-- Opening Marker --

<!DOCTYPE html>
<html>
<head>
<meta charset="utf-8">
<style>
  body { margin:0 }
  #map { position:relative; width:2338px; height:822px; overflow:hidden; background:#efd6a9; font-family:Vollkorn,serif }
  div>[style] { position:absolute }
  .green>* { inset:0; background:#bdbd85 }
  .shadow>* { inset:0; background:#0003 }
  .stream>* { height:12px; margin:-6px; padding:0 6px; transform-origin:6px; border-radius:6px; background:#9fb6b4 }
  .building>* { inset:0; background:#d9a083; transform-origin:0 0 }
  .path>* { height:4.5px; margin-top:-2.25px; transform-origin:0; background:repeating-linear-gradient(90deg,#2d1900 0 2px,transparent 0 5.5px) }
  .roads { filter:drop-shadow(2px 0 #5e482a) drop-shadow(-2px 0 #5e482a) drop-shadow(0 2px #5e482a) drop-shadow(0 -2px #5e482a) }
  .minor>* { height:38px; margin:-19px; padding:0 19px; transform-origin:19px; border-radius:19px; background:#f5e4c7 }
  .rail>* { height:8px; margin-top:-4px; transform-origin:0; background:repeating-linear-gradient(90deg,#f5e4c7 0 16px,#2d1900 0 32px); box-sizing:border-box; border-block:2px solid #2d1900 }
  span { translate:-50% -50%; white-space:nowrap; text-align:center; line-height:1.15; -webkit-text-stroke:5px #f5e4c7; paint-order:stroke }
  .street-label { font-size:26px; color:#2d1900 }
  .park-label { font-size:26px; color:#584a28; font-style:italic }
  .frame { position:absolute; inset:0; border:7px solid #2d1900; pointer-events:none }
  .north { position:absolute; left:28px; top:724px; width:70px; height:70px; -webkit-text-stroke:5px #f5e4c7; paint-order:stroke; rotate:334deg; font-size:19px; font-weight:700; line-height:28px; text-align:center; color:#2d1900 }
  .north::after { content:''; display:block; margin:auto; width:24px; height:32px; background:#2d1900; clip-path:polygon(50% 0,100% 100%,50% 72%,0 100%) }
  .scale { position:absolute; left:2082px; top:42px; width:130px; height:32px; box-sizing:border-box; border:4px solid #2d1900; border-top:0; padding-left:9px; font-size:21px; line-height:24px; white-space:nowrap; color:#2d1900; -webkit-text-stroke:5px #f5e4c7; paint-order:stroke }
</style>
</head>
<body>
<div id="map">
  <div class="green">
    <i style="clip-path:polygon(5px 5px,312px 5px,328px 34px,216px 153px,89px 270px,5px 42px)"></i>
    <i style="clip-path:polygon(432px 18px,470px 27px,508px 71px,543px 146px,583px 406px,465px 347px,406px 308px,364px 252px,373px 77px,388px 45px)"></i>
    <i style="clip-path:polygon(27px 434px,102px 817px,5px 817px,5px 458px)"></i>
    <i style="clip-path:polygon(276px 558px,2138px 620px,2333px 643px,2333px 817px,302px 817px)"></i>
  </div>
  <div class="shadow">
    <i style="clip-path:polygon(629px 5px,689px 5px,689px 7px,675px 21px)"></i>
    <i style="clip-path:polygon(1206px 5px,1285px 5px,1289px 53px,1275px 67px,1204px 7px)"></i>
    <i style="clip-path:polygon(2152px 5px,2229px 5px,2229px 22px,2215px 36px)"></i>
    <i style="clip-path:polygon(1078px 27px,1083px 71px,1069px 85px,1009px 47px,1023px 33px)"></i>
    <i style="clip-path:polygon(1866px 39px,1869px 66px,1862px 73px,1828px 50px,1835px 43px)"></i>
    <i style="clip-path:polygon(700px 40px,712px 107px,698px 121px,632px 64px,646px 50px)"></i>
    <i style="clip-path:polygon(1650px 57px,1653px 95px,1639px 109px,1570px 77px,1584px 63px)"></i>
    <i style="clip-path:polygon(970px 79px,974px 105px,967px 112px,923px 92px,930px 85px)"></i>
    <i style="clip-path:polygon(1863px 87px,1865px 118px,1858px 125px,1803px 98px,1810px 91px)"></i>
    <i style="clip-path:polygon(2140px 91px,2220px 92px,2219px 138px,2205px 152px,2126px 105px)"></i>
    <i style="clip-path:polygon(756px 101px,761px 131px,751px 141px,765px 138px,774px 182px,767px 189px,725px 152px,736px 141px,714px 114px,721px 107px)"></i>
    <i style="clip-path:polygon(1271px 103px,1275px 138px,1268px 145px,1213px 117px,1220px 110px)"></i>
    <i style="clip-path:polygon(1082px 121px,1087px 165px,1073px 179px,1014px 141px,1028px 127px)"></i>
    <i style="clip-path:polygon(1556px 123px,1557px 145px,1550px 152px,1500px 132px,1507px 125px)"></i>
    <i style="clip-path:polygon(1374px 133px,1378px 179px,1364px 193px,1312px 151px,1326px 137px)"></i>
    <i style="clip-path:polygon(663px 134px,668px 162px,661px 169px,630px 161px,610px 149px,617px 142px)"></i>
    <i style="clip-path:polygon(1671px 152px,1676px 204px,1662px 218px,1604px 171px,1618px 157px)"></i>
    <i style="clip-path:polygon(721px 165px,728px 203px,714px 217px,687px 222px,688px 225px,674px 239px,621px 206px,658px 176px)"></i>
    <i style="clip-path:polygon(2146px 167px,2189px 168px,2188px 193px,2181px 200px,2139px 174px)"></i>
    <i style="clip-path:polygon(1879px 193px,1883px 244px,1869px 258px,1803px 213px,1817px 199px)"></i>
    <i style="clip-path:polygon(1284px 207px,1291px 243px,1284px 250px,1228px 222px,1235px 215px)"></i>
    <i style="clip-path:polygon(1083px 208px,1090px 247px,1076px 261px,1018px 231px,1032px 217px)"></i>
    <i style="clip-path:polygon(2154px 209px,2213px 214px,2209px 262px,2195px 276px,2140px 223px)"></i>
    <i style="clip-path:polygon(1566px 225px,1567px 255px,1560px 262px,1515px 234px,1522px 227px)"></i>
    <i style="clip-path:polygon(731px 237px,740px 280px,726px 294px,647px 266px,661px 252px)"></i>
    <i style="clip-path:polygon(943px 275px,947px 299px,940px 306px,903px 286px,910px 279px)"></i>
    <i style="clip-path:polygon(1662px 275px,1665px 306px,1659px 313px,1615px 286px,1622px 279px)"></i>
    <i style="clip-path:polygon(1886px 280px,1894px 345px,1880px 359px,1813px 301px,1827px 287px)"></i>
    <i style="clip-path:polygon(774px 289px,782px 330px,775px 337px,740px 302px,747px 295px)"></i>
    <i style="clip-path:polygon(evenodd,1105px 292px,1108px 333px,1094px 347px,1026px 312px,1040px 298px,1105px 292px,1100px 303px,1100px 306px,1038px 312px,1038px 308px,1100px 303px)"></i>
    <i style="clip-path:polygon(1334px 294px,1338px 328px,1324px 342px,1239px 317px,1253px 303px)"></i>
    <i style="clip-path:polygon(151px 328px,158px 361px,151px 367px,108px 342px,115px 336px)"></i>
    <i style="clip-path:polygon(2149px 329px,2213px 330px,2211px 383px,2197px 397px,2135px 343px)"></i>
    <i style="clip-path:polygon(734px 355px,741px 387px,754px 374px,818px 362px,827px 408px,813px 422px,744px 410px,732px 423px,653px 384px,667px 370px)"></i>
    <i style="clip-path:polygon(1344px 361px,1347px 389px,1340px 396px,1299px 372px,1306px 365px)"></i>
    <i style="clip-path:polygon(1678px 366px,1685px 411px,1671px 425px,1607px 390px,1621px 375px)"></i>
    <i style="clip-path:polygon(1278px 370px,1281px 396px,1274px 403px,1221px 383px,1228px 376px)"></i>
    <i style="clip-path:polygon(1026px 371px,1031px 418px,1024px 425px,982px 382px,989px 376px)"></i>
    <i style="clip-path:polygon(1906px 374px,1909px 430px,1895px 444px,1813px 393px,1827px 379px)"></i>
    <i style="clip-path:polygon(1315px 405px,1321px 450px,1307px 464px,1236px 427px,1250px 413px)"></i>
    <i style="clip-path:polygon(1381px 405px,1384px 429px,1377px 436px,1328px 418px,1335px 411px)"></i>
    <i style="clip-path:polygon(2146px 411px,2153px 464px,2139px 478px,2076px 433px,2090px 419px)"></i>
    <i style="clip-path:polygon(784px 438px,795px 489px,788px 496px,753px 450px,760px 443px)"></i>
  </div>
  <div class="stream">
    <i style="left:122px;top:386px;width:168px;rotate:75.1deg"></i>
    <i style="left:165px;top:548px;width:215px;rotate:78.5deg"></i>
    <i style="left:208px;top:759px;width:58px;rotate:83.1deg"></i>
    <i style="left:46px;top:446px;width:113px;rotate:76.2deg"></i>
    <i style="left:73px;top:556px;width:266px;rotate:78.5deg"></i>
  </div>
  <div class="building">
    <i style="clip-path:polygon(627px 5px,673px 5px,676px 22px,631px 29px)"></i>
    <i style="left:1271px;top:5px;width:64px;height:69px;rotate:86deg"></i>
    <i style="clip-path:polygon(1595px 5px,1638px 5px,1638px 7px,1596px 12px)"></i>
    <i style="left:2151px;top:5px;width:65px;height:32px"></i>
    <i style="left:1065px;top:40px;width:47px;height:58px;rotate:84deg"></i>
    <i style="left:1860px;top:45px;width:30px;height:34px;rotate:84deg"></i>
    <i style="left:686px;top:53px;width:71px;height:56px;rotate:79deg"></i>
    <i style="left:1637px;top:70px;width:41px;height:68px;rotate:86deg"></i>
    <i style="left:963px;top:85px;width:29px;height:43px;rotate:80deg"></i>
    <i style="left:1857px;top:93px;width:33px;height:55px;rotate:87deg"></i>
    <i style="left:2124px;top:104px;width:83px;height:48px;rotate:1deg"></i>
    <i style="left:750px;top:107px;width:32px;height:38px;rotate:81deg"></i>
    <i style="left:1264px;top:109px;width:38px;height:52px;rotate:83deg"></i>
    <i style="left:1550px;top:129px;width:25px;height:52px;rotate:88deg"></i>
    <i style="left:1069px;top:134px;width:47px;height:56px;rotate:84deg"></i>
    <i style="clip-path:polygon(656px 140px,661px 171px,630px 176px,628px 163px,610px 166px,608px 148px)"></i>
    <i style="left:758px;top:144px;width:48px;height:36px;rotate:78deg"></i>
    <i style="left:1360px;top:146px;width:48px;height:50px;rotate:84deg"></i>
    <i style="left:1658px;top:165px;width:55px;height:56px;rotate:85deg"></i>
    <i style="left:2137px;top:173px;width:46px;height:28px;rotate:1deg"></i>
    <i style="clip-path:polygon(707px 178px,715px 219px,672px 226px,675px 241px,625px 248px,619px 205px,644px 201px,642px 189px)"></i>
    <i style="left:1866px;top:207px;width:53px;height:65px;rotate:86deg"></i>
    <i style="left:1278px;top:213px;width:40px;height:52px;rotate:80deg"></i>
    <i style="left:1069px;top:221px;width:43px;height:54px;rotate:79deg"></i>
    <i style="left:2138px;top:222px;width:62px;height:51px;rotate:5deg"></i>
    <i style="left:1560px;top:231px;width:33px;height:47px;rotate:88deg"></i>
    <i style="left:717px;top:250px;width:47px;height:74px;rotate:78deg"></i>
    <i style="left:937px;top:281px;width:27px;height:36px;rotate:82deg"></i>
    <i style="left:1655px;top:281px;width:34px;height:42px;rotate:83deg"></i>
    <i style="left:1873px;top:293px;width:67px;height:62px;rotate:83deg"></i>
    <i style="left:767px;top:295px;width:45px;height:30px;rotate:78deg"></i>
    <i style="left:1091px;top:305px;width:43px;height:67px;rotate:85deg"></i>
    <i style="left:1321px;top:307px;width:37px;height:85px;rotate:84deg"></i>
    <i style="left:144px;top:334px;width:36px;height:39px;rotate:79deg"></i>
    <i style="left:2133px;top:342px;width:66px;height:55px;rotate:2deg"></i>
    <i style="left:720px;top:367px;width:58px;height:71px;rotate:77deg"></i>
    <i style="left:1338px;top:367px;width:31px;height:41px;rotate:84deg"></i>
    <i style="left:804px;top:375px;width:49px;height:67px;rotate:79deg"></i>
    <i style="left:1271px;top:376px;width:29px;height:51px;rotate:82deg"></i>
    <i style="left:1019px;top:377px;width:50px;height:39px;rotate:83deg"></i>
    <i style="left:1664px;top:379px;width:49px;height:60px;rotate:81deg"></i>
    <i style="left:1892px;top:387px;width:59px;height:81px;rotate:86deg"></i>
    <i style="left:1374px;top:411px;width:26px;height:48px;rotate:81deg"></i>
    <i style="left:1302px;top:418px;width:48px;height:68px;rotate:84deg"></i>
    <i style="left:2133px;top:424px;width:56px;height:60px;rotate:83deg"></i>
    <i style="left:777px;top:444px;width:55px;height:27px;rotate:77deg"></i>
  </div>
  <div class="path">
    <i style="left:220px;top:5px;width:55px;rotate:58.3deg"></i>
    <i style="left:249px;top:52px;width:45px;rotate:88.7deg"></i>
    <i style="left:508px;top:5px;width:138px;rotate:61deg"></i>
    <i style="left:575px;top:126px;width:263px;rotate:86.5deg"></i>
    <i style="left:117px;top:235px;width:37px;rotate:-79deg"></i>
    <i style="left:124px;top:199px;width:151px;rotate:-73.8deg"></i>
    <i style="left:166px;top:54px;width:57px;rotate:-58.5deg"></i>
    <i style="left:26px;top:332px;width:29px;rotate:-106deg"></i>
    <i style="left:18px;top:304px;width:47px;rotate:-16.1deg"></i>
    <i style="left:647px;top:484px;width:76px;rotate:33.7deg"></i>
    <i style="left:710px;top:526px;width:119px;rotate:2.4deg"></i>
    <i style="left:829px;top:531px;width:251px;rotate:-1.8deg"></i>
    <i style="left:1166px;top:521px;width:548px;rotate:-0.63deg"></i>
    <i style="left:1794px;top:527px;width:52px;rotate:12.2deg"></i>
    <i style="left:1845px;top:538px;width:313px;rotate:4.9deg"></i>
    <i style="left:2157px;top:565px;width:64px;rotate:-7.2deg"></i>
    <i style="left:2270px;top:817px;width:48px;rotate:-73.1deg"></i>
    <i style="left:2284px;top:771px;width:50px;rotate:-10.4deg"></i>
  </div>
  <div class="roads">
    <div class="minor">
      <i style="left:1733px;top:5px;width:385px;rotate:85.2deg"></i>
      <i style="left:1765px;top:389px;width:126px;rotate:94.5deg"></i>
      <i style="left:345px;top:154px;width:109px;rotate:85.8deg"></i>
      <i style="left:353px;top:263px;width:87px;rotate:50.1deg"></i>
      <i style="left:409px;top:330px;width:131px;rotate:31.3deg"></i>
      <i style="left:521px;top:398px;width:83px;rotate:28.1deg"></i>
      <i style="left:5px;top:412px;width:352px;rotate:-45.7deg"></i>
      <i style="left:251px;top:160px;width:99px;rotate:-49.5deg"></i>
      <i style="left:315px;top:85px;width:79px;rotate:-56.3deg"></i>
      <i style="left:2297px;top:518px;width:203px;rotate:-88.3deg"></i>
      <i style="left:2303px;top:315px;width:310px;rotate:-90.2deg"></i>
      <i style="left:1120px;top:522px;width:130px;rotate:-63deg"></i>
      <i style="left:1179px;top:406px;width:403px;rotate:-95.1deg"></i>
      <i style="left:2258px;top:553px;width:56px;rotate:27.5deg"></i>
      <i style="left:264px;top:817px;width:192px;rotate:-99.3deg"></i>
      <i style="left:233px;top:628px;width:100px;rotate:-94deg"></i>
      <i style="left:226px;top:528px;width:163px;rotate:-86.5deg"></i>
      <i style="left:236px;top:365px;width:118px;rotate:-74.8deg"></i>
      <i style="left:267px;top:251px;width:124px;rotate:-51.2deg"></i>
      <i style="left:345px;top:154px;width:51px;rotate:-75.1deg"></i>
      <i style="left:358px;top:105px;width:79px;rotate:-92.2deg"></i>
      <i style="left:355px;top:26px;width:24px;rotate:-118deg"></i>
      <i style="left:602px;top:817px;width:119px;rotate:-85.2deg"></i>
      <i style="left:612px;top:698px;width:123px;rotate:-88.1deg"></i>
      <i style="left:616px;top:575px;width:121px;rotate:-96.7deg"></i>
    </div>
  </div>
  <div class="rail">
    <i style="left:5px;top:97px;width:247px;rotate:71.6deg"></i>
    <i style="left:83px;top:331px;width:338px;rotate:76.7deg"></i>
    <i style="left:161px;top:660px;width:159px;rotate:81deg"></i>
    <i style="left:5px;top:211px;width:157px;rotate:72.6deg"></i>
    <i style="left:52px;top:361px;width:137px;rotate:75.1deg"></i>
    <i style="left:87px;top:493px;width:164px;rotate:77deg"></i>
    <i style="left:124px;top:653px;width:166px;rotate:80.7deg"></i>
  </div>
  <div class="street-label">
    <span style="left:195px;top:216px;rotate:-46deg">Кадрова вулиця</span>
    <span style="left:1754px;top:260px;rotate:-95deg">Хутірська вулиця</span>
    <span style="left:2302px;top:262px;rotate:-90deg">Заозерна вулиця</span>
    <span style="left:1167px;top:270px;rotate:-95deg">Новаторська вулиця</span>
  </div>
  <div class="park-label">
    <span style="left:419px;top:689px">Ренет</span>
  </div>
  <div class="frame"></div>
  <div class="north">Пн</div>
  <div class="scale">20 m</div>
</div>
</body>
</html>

-- Closing Marker --

_TASK DETAILS_
Give only the lines from the one holding "position:relative; width:2338px; height:822px;" through the one holding "position:absolute; left:28px; top:724px;", each restated exactly as it appears above.

_YOUR RESPONSE_
  #map { position:relative; width:2338px; height:822px; overflow:hidden; background:#efd6a9; font-family:Vollkorn,serif }
  div>[style] { position:absolute }
  .green>* { inset:0; background:#bdbd85 }
  .shadow>* { inset:0; background:#0003 }
  .stream>* { height:12px; margin:-6px; padding:0 6px; transform-origin:6px; border-radius:6px; background:#9fb6b4 }
  .building>* { inset:0; background:#d9a083; transform-origin:0 0 }
  .path>* { height:4.5px; margin-top:-2.25px; transform-origin:0; background:repeating-linear-gradient(90deg,#2d1900 0 2px,transparent 0 5.5px) }
  .roads { filter:drop-shadow(2px 0 #5e482a) drop-shadow(-2px 0 #5e482a) drop-shadow(0 2px #5e482a) drop-shadow(0 -2px #5e482a) }
  .minor>* { height:38px; margin:-19px; padding:0 19px; transform-origin:19px; border-radius:19px; background:#f5e4c7 }
  .rail>* { height:8px; margin-top:-4px; transform-origin:0; background:repeating-linear-gradient(90deg,#f5e4c7 0 16px,#2d1900 0 32px); box-sizing:border-box; border-block:2px solid #2d1900 }
  span { translate:-50% -50%; white-space:nowrap; text-align:center; line-height:1.15; -webkit-text-stroke:5px #f5e4c7; paint-order:stroke }
  .street-label { font-size:26px; color:#2d1900 }
  .park-label { font-size:26px; color:#584a28; font-style:italic }
  .frame { position:absolute; inset:0; border:7px solid #2d1900; pointer-events:none }
  .north { position:absolute; left:28px; top:724px; width:70px; height:70px; -webkit-text-stroke:5px #f5e4c7; paint-order:stroke; rotate:334deg; font-size:19px; font-weight:700; line-height:28px; text-align:center; color:#2d1900 }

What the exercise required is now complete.